Hier die dazugehörige Pressemitteilung der Virginia Institute of Marine Science vom 24. Februar 2016:
Study predicts salt marshes will persist despite rising seas
Traditional assessment methods overestimate vulnerability
A new study in Nature Climate Change contends that traditional assessment methods overestimate the vulnerability of salt marshes to sea-level rise because they don’t fully account for processes that allow the marshes to grow vertically and migrate landward as water levels increase.
The persistence of salt marshes despite rising seas would be a rare bit of good news for coastal ecosystems, which are under threat from a host of factors including nutrient pollution, invasive species, and development. Healthy marshes buffer coasts from storms, improve water quality, provide habitat for commercial fisheries, and help fight global warming by trapping carbon. Lead author Matt Kirwan, a professor at the Virginia Institute of Marine Science, says “Catastrophic predictions of marsh loss appear alarming, but they stem from simple models that don’t simulate the dynamic feedbacks that allow marshes to adapt not only to present rates of sea-level rise but the accelerated rates predicted for coming decades. Marsh soils actually build much faster as marshes become more flooded.”
More frequent flooding carries more mud into the marsh and also encourages the growth of several common marsh plants. Together, these processes raise the marsh soil in concert with rising waters. By not accounting for these feedbacks, Kirwan and his co-authors argue, traditional assessments greatly underestimate marsh resilience. Joining Kirwan on the study were Stijn Temmerman of the University of Antwerpen, Emily Skeehan of VIMS, Glenn Guntenspergen of the U.S. Geological Survey, and Sergio Fagherazzi of Boston University.

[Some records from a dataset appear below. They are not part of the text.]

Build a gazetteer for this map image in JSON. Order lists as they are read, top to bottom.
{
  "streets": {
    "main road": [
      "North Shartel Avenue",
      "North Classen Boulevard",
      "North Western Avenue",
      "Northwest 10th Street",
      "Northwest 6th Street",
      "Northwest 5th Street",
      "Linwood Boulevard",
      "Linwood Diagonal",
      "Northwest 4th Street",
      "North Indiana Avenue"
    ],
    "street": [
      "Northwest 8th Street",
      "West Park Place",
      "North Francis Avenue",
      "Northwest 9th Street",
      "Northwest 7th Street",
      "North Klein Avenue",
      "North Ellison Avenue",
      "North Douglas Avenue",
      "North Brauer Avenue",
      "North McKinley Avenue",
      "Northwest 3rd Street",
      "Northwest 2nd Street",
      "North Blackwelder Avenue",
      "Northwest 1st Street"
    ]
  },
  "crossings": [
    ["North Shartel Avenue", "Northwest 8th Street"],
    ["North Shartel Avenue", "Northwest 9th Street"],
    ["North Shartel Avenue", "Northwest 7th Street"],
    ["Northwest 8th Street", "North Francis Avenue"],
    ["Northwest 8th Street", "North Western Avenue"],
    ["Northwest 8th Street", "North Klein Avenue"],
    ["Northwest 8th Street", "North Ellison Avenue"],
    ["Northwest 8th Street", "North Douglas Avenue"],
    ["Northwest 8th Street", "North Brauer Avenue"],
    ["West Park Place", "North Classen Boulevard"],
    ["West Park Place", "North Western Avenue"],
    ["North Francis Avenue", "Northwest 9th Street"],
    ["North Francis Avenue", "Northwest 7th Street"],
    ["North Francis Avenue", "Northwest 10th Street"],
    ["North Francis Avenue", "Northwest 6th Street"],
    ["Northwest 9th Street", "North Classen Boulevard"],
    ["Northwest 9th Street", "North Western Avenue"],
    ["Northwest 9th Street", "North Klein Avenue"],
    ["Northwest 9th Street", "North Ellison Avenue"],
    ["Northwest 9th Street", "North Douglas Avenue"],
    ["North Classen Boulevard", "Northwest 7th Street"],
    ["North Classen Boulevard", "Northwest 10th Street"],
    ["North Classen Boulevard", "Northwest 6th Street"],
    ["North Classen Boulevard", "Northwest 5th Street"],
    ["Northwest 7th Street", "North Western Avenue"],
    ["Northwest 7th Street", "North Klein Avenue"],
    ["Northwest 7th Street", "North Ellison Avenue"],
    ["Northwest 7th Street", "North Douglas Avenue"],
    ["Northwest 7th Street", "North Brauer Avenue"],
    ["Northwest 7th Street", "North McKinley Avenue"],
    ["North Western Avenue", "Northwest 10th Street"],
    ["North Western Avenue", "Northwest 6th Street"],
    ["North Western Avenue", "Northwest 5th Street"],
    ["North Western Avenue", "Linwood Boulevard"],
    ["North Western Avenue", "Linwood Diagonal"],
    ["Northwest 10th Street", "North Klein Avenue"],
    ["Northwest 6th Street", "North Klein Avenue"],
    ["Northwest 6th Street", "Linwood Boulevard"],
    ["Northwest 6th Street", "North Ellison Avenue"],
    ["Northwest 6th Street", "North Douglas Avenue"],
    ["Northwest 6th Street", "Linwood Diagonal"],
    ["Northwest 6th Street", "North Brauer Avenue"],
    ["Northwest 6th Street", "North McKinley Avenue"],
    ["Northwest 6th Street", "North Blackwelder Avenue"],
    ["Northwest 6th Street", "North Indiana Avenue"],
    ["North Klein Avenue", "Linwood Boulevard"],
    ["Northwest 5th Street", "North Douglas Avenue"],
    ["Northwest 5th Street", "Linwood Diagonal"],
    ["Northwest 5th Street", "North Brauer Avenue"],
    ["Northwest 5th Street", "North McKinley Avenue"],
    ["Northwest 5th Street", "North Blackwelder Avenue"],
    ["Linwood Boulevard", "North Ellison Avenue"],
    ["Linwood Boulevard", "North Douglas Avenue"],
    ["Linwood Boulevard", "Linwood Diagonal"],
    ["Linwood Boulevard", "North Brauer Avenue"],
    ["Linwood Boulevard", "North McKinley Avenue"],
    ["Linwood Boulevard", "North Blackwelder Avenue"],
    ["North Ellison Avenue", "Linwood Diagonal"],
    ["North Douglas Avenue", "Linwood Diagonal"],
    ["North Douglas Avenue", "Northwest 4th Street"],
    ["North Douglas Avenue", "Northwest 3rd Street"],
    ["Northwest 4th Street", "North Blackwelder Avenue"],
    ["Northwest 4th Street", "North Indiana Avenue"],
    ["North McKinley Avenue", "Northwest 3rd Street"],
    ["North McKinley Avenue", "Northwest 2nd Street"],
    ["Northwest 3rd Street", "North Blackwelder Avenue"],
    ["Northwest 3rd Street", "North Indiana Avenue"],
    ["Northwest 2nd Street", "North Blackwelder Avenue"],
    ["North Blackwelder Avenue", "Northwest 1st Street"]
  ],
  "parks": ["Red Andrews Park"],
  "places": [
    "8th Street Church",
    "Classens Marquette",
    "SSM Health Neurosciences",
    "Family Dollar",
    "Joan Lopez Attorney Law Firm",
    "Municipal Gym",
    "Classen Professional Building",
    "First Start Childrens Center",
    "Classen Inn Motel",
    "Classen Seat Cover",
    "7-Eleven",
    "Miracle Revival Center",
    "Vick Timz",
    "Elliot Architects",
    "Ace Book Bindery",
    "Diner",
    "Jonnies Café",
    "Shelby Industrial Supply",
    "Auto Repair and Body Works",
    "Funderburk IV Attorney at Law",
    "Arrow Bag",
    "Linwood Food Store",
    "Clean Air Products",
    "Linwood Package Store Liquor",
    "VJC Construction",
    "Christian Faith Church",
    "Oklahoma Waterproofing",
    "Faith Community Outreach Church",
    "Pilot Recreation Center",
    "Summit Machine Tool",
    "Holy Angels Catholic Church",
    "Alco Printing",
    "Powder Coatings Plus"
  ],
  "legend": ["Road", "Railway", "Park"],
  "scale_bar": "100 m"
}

The team conducted their study by compiling and re-analyzing 179 previously published records of change in marsh elevation from sites in North America and Europe. “Our study shows that soil accretion rates more than double as marshes become more flooded, suggesting a strong ability for marshes to survive accelerations in sea-level rise,” says Kirwan.
“The most common models greatly overestimate marsh vulnerability to sea-level rise,” adds Guntenspergen. “These models assume that marshes rise, but only at a rate equal to recent measurements of marsh accretion. This approach leads inevitably to marsh drowning, and predictions that most tidal wetlands will be inundated by the end of the current century.” The researchers say the few models that do incorporate dynamic feedbacks indicate that marshes can generally survive 10 to 50 millimeters of sea-level rise per year. That far exceeds current annual rates of about 3 millimeters of globally averaged sea-level rise, and mostly exceeds even the higher-end rates of 8 to 17 millimeters per year predicted by U.N. climate scientists for 2100.
The team suggests that use of these more advanced models will help ecosystem managers assess marsh vulnerability more accurately, and should be encouraged. They also recommend that researchers expand their current focus on the vertical adaptability of marshes by mounting studies that help clarify the processes that control the horizontal migration of marsh boundaries through time. Looking at recent history, the researchers note that the feedbacks built into the dynamic models also help explain the observed stability of many salt marshes in the mid-Atlantic and elsewhere during recent decades, and the relative rarity of marshes that have already drowned. Where drowned marshes do occur—think the Mississippi delta or Venice lagoon—the culprit is a reduced sediment supply, due to dam or levee building, or increased subsidence due to groundwater withdrawal and other factors. “Marshes fail to survive current rates of sea-level rise only where people have restricted sediment delivery or where the tidal range is very low,” says Kirwan.
The researchers temper their optimism regarding vertical marsh growth with a cautionary note about the importance of allowing salt marshes to migrate horizontally as rising seas push them landward. They note that in low-lying areas of the U.S. Atlantic Coast, migration into nearby forests could offset most of the loss of existing salt marshes. But marsh migration isn’t possible where obstructed by coastal cliffs or human barriers. “Almost 20% of the Chesapeake Bay shoreline is hardened by riprap, seawalls, and other structures,” says Kirwan, “and similar structures border almost all marsh areas in northwest Europe. We suggest that the availability of low-lying land for wetland migration is a first-order determinant of marsh fate.”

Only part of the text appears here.